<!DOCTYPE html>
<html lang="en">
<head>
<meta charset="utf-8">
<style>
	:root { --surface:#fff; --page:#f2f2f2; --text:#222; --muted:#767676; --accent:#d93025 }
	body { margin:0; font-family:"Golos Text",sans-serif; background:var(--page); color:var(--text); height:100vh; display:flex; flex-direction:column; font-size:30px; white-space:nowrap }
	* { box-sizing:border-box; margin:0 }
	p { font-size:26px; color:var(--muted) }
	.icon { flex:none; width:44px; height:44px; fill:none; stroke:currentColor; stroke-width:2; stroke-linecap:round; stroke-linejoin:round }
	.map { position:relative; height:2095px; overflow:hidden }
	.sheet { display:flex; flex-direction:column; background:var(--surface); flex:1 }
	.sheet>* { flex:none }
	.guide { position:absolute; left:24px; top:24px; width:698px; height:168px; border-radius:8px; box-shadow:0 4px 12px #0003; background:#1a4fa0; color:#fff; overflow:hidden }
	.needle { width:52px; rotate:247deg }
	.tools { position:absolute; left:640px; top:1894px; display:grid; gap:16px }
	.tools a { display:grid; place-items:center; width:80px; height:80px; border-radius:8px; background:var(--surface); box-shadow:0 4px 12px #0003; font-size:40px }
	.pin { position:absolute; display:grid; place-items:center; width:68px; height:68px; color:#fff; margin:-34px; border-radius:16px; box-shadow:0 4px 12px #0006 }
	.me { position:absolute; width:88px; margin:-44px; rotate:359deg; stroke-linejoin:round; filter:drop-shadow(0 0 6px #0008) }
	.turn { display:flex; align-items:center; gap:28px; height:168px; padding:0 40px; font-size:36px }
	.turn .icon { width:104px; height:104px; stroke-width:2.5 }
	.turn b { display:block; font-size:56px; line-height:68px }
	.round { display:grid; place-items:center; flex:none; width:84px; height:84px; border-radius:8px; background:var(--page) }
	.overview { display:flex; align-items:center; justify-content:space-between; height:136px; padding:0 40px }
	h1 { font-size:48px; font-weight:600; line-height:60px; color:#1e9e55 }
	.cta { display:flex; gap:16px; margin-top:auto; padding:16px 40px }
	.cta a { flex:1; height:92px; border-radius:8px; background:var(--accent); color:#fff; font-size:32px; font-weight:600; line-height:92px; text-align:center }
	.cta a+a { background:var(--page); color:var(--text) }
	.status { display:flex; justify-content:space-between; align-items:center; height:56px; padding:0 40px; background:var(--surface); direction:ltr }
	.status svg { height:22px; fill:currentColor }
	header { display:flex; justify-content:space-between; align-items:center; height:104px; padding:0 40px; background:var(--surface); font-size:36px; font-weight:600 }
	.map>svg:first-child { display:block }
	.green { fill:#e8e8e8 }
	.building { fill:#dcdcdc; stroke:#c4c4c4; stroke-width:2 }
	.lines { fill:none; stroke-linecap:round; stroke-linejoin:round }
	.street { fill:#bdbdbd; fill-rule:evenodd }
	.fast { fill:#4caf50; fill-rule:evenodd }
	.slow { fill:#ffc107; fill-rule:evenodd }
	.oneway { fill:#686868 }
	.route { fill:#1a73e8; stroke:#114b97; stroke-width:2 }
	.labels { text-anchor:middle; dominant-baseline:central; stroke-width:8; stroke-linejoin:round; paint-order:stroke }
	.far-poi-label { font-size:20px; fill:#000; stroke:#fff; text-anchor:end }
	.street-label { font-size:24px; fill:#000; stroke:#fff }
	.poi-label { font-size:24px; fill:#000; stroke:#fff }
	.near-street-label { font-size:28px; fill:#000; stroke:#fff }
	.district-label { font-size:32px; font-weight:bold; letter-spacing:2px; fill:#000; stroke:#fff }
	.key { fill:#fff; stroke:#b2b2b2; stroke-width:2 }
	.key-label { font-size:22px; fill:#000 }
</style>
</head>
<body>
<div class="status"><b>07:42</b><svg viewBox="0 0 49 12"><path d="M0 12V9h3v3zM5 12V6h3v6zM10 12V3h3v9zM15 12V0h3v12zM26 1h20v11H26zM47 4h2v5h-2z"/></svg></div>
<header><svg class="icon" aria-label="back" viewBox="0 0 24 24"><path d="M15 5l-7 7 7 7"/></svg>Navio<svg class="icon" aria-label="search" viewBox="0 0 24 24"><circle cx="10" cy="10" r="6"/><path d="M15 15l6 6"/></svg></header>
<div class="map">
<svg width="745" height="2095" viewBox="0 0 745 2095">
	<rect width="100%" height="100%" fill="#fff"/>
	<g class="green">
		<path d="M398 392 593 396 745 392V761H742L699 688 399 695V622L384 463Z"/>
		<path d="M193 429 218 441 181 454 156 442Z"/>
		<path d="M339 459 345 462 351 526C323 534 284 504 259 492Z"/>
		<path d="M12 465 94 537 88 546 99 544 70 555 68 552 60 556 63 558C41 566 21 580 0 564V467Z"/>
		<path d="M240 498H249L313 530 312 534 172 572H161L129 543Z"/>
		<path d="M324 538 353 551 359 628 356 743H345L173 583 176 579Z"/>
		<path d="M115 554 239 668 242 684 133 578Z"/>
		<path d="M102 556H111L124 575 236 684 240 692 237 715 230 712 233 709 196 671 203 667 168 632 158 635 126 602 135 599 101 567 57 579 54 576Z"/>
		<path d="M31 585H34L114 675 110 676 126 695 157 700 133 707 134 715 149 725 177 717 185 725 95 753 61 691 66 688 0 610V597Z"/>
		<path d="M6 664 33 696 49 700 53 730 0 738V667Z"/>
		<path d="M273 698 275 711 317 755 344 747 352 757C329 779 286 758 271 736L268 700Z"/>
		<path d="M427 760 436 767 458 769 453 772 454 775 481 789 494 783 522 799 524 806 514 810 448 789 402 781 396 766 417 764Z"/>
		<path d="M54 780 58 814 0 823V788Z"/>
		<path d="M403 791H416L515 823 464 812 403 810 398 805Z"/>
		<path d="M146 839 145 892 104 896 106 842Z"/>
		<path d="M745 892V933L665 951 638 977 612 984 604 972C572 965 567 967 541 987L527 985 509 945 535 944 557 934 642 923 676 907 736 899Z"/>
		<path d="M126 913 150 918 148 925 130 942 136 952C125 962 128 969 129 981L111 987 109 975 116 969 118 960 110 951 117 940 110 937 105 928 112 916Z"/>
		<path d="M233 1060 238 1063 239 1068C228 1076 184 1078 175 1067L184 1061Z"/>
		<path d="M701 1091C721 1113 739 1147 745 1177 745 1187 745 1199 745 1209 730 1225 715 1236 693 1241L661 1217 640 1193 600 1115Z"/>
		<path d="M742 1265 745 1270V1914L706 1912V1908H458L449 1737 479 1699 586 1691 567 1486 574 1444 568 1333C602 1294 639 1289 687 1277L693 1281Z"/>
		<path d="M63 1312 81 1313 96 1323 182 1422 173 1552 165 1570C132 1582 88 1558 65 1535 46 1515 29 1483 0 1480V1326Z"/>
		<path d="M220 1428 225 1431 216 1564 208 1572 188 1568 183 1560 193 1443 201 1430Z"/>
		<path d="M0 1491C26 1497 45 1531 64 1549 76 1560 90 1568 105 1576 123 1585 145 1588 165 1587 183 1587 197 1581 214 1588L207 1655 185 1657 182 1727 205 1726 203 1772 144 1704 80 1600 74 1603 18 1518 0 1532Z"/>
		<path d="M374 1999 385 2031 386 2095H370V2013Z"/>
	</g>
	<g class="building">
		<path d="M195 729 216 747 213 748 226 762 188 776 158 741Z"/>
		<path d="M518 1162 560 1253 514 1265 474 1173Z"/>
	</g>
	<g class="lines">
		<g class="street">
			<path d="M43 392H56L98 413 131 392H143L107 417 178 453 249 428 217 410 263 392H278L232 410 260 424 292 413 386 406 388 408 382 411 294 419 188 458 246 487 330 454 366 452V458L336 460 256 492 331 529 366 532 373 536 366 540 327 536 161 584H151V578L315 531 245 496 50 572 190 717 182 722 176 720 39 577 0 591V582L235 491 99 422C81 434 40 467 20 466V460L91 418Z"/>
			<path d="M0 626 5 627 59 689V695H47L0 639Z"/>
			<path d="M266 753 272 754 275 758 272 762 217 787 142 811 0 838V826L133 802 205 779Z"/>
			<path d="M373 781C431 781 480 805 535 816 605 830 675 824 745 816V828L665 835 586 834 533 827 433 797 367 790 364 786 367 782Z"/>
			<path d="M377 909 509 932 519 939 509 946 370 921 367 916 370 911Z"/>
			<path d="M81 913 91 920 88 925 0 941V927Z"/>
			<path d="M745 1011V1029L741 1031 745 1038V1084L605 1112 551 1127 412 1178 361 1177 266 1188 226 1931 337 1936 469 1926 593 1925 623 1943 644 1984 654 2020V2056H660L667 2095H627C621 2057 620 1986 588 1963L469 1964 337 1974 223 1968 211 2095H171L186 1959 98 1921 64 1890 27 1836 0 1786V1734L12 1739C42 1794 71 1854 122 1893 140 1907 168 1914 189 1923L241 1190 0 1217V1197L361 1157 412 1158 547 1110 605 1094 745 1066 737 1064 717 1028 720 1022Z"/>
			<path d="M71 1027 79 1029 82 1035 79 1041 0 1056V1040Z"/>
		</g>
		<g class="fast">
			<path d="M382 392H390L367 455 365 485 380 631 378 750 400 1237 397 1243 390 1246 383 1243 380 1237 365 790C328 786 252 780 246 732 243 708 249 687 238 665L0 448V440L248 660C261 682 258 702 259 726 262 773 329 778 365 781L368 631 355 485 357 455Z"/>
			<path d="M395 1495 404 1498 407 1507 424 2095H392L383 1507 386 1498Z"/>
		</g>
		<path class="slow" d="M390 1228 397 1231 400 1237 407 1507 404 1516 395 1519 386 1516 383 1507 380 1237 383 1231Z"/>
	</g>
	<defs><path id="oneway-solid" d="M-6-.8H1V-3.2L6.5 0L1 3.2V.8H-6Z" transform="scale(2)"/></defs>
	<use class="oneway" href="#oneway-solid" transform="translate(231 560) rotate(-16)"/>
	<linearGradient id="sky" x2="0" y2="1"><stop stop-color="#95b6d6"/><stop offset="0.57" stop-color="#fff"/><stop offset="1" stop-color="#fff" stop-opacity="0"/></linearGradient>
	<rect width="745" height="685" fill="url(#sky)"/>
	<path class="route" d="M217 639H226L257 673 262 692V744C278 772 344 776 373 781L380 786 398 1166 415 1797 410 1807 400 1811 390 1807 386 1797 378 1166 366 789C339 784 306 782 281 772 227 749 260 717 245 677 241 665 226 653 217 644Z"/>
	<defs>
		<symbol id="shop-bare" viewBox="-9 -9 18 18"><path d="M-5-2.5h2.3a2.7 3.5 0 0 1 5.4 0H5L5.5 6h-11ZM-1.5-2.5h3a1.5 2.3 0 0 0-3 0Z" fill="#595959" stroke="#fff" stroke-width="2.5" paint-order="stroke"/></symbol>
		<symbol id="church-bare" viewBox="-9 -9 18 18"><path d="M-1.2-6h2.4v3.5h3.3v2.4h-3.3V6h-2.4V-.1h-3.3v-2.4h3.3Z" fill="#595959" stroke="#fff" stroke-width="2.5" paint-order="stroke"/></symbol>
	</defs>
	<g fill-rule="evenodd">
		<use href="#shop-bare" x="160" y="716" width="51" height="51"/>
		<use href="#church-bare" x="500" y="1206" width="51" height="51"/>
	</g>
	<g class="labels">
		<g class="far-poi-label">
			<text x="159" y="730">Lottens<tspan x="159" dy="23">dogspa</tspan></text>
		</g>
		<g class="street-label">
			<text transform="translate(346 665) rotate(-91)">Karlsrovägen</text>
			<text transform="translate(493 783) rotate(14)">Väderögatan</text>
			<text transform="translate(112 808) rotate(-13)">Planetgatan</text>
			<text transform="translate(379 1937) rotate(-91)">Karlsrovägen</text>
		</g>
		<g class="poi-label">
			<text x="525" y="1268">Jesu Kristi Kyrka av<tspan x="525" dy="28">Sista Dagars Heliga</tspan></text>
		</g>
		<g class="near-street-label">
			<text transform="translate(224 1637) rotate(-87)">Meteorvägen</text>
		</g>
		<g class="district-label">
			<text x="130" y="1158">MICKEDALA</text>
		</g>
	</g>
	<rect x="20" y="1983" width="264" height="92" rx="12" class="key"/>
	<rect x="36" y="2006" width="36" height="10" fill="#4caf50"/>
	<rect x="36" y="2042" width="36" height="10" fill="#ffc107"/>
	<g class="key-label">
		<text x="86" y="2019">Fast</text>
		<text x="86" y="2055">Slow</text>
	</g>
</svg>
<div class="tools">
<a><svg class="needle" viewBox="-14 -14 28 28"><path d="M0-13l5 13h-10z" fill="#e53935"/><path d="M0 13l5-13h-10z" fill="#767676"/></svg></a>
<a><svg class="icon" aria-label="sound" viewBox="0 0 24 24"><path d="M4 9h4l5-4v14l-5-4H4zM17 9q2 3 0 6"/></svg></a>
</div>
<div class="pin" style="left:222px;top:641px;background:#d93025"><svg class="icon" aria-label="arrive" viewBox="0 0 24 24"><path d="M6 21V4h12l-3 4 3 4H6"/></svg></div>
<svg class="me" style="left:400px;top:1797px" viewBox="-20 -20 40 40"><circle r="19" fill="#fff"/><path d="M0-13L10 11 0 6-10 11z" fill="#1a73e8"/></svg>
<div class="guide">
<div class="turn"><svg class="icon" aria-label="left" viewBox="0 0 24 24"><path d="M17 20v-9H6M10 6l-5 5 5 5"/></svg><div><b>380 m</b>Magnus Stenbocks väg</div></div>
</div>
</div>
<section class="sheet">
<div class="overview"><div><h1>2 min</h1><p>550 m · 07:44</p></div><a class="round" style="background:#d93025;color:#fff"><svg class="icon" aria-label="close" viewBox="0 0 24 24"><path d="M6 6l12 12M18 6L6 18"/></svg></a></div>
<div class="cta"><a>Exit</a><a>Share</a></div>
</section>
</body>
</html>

[The problem]
Find every line in the records above that contains the word "currentColor", and copy each one.

[Response area]
	.icon { flex:none; width:44px; height:44px; fill:none; stroke:currentColor; stroke-width:2; stroke-linecap:round; stroke-linejoin:round }
	.status svg { height:22px; fill:currentColor }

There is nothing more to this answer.